Abandoning the Electoral College in favor of a national raw vote winner would abandon this check against tyranny. The benefits of federalism should be preserved, not demolished.

We have become so accustomed to a two-party system that we easily ignore another substantial flaw in a popular vote system. If four roughly equal-size parties were to emerge instead of the current two large parties, then a president could be elected with a little more than one quarter of the total vote. Electing a president opposed by nearly three-quarters of those voting would be the opposite of the fairness the proponents of the popular vote say they want.

A third flaw in a popular vote is cultural. It would lead to the selection of a president by the large cities whose media dominance would run roughshod over more rural and agricultural areas to the point that citizens in those areas could easily conclude that they had been left out of the process altogether. This would soon lead to insoluble cultural divisions that would make the recent campaign for president look like an exercise in national unity by comparison.

The current system has its own flaws, however, one of the worst of which is the disproportionate influence of so-called swing states. Eleven states were determined to be swing states this year, relegating 39 states to near insignificance. California, New York, Massachusetts, and Texas were largely ignored because they were presumed to be so solidly in either the Trump or Clinton camp as to not be worth either candidate's time to campaign in them. How is it in the interest of fairness and national unity to ignore our largest states?

The reform that we propose would retain the Electoral College, but do away with its winner-take-all-by-state awarding of electoral votes. We propose instead nationalizing the system used in Nebraska and Maine, where one electoral vote is awarded to the winner of each congressional district, with two additional electoral votes awarded to the overall winner of that state. Every congressional district would thus have the same weight.

Winning a district in Iowa or Wyoming would be just as valuable as winning a district in Philadelphia. Democrats in Austin, Dallas, and Houston could produce district majorities that would give them electoral votes, just as Republicans would probably win electoral votes in certain parts of California, Massachusetts, and Illinois. This system would preserve the Framers' checks against the tyranny of the majority in large urban areas, while also nationalizing the national election. Candidates would then campaign in states they never have to visit now.
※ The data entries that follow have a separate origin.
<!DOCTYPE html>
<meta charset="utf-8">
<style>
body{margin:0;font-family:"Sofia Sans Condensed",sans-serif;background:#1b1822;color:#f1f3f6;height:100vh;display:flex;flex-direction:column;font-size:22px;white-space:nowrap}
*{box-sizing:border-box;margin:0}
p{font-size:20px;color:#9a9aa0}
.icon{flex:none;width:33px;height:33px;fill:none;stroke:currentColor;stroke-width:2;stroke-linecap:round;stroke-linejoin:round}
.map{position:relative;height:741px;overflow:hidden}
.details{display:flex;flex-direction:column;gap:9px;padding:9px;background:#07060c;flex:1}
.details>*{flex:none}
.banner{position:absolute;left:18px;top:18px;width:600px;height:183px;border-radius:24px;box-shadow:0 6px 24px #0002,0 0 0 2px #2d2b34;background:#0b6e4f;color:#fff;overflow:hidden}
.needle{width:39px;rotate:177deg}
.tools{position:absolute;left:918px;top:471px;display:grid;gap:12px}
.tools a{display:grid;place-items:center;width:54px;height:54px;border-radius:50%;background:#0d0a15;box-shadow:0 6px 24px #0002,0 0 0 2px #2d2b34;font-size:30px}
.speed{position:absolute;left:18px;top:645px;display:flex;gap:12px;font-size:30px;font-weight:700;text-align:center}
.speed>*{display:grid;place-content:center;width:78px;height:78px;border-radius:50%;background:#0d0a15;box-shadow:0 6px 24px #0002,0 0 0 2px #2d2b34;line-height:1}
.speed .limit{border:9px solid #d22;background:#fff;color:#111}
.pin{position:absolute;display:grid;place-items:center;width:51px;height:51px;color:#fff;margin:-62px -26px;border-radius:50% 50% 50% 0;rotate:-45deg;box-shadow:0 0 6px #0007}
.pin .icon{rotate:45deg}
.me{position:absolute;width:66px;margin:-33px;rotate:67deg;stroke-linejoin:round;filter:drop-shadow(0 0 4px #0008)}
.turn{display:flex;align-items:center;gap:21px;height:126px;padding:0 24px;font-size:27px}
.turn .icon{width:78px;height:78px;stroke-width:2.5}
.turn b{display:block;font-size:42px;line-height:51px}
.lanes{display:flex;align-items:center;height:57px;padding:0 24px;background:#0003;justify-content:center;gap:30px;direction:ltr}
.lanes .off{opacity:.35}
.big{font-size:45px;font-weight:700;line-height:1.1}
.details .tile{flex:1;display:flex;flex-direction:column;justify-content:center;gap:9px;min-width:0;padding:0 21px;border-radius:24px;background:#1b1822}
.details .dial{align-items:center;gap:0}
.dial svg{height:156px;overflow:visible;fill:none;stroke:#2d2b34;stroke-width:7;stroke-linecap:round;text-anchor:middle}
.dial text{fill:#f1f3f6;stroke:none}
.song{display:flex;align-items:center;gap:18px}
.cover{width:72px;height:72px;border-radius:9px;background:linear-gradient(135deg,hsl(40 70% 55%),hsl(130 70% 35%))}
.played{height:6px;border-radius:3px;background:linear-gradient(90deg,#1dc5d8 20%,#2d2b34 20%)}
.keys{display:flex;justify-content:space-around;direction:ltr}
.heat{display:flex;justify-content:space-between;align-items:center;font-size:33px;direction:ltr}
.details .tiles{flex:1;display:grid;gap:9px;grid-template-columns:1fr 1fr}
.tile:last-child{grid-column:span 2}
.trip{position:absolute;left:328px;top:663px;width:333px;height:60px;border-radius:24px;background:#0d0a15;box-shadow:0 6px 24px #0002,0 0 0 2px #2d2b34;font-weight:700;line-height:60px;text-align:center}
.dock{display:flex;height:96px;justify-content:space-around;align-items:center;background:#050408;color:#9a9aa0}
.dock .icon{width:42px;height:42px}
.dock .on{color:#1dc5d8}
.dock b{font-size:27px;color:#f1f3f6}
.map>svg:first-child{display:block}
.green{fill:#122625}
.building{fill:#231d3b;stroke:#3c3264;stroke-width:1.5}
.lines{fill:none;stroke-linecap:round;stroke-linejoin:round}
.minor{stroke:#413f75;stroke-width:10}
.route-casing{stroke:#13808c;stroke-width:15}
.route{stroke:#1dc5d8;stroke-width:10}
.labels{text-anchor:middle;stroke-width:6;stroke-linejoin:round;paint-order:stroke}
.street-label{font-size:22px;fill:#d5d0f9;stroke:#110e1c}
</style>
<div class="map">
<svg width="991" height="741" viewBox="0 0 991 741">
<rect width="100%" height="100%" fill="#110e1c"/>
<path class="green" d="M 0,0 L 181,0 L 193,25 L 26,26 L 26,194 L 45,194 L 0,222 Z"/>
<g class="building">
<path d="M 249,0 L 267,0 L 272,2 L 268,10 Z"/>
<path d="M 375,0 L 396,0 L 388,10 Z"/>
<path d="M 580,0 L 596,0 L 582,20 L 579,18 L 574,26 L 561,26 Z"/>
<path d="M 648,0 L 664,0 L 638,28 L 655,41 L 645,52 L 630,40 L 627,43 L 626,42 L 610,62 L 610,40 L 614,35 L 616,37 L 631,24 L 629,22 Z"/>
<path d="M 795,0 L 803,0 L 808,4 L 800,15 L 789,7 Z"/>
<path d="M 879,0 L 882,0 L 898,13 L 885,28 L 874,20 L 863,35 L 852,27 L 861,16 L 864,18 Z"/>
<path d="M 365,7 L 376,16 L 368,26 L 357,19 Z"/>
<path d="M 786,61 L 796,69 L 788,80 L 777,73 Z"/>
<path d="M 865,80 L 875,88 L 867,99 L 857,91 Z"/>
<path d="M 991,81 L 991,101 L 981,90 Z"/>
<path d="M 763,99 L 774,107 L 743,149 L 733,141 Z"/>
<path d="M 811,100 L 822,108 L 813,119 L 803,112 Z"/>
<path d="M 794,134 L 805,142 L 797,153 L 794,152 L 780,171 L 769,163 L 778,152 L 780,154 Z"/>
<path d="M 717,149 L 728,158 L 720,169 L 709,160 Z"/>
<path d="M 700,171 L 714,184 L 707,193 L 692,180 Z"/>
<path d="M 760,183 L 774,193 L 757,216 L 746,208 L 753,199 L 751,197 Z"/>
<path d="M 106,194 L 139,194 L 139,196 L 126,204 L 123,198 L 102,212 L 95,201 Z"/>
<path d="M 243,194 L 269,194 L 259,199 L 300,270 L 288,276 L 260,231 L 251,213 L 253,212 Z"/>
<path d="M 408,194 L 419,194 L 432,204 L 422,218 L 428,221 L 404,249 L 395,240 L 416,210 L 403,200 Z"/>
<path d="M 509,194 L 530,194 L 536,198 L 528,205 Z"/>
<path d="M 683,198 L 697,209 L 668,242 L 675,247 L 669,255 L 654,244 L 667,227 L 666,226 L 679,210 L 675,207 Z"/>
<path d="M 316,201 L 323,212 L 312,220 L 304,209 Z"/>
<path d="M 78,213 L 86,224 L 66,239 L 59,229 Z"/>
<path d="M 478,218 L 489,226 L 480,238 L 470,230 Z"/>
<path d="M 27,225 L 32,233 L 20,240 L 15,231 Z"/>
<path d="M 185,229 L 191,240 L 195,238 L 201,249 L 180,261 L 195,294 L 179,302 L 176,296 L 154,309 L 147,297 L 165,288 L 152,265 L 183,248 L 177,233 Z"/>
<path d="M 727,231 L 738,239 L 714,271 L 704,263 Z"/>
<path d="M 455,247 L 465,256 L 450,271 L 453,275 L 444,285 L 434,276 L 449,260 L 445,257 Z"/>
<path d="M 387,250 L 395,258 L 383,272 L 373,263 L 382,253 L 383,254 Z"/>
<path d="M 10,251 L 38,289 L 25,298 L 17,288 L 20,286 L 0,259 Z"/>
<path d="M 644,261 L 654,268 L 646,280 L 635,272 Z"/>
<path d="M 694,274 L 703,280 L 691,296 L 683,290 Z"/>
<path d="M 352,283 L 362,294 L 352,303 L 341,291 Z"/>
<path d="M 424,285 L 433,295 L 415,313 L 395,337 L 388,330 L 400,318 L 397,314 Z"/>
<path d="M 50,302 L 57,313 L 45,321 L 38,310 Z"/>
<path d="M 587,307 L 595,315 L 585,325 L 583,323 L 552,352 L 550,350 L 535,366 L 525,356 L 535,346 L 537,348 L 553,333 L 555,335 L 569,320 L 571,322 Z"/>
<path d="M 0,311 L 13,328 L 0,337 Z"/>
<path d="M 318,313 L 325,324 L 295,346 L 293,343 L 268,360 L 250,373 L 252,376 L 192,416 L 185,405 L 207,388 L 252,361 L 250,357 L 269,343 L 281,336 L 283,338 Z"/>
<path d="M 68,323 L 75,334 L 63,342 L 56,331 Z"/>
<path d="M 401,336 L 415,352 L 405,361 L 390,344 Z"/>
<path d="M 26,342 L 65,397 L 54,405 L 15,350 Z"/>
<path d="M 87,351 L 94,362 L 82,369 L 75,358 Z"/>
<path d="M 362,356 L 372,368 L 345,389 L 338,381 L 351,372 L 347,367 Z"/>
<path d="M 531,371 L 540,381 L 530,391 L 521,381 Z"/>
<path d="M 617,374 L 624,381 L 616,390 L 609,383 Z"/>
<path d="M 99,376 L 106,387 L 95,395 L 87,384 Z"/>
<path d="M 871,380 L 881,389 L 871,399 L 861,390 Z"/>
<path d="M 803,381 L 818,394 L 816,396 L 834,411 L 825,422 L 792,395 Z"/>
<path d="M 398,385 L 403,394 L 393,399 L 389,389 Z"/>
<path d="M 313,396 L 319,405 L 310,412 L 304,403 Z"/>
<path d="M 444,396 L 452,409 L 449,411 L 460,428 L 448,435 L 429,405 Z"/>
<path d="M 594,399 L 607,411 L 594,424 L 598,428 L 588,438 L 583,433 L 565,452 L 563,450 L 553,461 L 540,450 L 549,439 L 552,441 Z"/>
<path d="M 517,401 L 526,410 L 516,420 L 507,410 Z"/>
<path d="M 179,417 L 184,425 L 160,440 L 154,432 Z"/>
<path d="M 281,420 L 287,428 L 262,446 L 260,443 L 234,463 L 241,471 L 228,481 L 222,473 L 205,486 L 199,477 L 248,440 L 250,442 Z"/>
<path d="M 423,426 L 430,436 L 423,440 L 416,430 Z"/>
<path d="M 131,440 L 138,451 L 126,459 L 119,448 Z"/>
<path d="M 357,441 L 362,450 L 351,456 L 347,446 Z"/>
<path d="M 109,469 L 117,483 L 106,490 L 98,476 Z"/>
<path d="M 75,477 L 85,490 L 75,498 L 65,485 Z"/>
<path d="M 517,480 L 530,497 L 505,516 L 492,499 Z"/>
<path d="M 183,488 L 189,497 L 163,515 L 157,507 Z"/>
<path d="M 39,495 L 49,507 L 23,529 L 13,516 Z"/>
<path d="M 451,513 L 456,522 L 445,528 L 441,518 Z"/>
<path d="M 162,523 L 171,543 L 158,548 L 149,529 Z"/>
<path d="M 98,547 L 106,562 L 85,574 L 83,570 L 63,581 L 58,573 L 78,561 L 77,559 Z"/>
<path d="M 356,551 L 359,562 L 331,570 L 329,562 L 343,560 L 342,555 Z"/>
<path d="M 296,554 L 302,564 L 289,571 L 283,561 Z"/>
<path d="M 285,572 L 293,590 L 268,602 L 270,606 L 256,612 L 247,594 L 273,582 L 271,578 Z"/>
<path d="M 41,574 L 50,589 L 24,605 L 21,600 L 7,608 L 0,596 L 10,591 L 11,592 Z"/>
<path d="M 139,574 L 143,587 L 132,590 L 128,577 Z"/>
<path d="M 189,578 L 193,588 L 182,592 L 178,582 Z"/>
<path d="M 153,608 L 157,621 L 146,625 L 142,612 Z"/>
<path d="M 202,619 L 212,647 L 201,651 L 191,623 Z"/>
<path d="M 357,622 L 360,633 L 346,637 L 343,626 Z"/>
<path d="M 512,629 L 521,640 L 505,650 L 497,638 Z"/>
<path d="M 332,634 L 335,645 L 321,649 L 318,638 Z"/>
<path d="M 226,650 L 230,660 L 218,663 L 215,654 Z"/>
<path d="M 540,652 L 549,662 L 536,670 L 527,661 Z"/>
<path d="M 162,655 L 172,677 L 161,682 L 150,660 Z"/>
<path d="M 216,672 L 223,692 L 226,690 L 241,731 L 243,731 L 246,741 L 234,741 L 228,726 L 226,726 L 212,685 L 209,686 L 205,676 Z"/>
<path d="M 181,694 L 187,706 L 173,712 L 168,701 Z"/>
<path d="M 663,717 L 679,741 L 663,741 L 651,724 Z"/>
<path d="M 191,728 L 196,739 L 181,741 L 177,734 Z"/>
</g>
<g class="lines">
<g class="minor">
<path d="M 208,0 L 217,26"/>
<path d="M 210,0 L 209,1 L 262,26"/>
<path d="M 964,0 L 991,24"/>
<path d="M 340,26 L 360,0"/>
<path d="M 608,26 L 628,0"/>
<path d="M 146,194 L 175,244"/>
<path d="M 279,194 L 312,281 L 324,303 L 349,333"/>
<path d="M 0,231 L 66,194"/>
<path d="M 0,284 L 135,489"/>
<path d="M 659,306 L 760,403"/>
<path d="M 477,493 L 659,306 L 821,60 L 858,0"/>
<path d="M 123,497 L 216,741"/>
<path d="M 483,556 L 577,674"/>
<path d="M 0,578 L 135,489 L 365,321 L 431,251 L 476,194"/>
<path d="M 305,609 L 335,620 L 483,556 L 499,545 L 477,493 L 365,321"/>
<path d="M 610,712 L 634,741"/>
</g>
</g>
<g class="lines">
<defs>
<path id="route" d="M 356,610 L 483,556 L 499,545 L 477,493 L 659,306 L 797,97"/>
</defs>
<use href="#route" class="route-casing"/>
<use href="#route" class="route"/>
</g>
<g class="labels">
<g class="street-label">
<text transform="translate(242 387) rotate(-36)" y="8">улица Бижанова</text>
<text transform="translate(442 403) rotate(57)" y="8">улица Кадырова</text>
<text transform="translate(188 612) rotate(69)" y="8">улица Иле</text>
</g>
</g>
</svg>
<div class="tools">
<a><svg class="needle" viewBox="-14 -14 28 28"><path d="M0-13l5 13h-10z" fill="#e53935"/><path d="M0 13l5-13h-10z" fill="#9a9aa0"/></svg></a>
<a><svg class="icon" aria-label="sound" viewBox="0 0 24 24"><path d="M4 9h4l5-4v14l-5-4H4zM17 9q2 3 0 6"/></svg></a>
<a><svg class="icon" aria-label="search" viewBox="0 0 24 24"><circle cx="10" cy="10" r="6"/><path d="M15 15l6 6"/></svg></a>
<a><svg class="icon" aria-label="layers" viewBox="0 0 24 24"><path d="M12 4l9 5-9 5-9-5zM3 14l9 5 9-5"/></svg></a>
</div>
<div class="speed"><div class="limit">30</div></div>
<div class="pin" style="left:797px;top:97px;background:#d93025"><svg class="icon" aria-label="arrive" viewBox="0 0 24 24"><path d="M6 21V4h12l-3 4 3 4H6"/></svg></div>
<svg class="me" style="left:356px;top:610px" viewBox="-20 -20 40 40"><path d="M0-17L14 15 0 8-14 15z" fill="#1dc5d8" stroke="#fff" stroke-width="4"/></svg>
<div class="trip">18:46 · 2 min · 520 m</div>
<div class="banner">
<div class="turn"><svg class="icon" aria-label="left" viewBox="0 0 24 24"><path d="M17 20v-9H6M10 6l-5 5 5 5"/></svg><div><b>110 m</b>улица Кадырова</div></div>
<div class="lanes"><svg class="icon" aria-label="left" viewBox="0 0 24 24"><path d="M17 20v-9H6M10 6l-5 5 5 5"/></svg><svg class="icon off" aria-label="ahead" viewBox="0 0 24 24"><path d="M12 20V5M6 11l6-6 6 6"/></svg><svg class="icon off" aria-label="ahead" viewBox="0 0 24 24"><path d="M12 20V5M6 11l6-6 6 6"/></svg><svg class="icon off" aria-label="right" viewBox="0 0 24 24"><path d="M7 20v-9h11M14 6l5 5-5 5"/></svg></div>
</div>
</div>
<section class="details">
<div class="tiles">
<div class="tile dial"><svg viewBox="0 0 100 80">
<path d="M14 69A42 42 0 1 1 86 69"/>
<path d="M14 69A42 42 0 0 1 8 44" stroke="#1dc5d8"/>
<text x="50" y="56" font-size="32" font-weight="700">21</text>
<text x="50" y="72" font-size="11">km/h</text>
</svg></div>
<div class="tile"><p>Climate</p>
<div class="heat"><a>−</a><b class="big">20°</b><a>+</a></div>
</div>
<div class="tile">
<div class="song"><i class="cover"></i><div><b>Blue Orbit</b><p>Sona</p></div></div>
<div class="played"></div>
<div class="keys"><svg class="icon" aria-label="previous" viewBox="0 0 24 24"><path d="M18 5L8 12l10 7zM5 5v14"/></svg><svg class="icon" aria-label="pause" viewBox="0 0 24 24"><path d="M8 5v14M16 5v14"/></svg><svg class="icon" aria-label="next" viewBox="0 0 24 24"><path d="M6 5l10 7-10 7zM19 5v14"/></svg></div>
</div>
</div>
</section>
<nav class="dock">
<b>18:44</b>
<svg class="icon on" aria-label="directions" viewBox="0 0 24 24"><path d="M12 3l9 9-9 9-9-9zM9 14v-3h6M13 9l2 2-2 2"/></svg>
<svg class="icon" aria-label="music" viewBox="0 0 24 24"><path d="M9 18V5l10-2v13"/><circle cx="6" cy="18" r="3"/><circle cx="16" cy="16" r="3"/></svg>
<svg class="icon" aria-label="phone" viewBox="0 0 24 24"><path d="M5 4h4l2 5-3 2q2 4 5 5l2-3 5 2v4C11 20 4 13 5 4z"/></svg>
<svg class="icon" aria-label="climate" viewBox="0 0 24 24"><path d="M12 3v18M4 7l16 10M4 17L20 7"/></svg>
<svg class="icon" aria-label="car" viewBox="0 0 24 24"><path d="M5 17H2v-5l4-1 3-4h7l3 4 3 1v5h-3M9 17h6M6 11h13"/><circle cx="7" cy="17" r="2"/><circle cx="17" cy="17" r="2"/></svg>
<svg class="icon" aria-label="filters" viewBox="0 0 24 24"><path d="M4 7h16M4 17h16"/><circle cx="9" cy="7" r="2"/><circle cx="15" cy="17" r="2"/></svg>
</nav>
Would this system have made a difference in the last several presidential elections? In 2000, George W. Bush would still have won, but with 288 electoral votes vs. 250 for Al Gore, compared with the 271-266 count by which he was elected. The past three presidential elections would have sorted out this way:

Instead of winning 286 to 251 in 2004, Bush would have won more decisively, beating John Kerry 321-217. In 2008, Barack Obama would've won 301-237 (the real count that year was 365-173). The only race that would have had a different result under our system was 2012, with Mitt Romney winning 276-262, instead of losing to Obama 332-206. In retrospect, perhaps that result would have prevented the pent-up anger at the unfairness of the system that the American people expressed on Nov. 8.

The Electoral College is a brilliant gift from our Founding Fathers that can be made more fair by tweaking the allocation, rather than abolishing it altogether. A truly national campaign would result, one where every state and all votes and voters matter.

That seems like fairness to us.

Colin Hanna is president of Let Freedom Ring and a former Chester County commissioner.

Cleta Mitchell is an elections and political law partner in the Washington office of Foley & Lardner, LLP.